DATASET EXCERPTS:
┄┄┄┄┄┄┄┄┄┄

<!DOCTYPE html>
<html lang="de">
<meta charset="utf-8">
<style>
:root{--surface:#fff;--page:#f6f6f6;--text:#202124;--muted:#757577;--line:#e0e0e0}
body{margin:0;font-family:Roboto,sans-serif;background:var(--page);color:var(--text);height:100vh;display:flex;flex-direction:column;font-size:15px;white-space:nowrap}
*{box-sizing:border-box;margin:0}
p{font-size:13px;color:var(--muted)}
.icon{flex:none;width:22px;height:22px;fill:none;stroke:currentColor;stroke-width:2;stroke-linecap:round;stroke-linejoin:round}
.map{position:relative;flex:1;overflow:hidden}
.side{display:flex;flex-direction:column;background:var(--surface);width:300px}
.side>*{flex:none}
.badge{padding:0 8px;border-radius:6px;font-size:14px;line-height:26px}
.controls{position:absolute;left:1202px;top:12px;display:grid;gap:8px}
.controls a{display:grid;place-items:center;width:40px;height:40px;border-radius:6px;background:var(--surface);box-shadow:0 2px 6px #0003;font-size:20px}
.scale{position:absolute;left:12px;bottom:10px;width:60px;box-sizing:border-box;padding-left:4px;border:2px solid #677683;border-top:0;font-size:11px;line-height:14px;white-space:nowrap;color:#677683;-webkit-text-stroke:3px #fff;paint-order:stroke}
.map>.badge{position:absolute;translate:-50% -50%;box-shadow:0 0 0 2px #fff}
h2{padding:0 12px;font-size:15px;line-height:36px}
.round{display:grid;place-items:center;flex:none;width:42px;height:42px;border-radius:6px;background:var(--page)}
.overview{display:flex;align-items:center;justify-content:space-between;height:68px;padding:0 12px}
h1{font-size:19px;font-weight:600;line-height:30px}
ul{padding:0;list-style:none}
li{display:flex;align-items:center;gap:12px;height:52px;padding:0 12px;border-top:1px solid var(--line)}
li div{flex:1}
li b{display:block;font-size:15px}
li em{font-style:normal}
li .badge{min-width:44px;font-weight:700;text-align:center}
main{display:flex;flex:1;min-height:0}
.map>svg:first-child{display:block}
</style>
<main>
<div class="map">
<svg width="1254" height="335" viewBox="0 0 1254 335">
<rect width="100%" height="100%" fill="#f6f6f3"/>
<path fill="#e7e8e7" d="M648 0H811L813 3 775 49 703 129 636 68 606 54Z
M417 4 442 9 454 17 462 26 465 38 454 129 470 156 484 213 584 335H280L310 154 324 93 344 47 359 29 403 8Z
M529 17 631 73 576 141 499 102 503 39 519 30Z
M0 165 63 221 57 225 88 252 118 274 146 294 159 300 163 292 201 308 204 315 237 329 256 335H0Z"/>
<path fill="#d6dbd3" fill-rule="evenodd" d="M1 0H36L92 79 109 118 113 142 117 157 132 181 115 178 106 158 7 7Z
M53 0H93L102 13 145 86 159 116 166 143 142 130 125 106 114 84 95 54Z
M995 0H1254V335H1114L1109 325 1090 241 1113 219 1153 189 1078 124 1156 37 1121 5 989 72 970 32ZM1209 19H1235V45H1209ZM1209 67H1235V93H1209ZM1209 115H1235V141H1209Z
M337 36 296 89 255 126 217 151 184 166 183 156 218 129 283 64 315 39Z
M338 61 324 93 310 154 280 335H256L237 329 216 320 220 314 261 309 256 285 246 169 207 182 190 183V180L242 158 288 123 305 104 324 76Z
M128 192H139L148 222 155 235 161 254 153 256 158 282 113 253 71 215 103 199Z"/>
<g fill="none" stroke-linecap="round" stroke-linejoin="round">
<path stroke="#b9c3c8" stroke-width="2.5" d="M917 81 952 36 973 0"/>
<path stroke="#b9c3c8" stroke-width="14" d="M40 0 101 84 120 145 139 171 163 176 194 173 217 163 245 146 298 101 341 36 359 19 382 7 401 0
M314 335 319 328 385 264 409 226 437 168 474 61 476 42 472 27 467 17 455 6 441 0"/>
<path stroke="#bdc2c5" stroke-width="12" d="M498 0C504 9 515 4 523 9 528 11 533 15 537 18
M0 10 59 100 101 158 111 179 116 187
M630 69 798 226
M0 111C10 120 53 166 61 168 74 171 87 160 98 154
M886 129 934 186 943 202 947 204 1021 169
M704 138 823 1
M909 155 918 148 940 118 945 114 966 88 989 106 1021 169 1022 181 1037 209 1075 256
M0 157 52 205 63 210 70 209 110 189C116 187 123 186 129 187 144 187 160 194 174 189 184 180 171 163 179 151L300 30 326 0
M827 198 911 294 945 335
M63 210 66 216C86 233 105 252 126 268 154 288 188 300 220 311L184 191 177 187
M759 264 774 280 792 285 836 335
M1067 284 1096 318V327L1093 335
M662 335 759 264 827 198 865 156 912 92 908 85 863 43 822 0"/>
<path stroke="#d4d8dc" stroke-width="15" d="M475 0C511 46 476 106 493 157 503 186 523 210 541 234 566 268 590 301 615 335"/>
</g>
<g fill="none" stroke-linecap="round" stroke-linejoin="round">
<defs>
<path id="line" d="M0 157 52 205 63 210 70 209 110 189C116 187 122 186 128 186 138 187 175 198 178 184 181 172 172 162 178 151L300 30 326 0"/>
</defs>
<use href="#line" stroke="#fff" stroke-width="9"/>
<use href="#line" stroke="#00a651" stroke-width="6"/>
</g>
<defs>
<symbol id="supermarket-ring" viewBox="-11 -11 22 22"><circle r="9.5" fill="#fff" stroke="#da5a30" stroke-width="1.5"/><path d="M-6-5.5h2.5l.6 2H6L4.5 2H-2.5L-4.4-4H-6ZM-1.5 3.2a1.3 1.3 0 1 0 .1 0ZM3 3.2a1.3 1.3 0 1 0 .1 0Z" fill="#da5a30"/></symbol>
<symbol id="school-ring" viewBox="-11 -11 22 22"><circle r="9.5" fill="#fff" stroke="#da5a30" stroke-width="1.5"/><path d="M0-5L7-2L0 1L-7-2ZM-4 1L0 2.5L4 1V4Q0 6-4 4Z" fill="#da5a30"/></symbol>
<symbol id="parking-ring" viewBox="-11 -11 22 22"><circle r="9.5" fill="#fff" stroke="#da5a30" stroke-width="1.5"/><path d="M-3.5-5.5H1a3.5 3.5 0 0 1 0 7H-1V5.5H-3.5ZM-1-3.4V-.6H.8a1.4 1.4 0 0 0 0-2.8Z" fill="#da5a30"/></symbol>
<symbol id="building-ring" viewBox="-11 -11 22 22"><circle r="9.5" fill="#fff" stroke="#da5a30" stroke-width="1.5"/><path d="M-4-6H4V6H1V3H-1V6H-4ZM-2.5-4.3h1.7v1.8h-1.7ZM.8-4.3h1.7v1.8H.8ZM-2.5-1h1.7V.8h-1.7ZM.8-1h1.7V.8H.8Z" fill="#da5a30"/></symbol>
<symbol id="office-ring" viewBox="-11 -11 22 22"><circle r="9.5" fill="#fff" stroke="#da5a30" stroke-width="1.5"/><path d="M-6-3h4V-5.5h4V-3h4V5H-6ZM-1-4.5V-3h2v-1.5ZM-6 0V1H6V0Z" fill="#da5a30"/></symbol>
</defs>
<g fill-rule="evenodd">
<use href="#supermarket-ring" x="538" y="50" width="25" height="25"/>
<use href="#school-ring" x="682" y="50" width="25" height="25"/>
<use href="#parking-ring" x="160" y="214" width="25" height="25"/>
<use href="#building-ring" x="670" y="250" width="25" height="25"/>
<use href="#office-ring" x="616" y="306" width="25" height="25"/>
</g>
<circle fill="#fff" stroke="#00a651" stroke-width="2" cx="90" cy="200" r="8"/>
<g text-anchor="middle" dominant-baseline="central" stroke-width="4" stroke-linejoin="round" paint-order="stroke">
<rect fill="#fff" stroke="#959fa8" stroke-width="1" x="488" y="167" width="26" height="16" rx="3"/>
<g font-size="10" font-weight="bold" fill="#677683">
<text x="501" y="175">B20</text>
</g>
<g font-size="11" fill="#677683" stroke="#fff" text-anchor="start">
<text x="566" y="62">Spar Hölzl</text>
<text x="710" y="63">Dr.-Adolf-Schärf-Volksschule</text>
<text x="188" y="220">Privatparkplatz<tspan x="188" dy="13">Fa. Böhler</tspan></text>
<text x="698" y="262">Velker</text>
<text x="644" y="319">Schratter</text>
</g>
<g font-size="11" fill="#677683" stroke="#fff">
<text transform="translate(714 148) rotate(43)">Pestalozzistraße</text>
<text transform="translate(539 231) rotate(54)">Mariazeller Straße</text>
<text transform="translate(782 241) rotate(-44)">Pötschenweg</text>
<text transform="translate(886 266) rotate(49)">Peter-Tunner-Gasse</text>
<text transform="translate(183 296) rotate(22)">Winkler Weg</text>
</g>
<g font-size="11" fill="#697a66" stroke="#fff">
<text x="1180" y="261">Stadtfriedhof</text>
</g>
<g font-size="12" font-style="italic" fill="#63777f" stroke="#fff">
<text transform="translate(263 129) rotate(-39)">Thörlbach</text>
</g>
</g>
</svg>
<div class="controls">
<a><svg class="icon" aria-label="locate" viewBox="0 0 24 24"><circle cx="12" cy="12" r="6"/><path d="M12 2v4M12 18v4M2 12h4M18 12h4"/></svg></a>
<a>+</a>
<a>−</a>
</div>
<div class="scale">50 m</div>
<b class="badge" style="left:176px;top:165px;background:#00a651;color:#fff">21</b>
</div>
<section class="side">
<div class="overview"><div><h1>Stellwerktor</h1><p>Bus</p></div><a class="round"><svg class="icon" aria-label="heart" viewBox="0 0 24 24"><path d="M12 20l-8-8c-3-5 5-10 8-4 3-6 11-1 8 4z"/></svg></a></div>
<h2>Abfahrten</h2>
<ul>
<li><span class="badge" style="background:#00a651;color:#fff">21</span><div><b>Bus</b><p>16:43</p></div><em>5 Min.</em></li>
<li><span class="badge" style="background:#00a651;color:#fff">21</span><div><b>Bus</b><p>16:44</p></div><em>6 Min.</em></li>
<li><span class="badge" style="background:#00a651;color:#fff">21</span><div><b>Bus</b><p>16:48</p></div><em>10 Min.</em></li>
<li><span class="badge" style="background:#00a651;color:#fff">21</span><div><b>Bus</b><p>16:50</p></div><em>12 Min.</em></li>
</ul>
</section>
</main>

┄┄┄┄┄┄┄┄┄┄

PROBLEM DETAILS:
When the string "column" appears in a line of the records above, that line is to be copied.

EXERCISE SOLUTION:
body{margin:0;font-family:Roboto,sans-serif;background:var(--page);color:var(--text);height:100vh;display:flex;flex-direction:column;font-size:15px;white-space:nowrap}
.side{display:flex;flex-direction:column;background:var(--surface);width:300px}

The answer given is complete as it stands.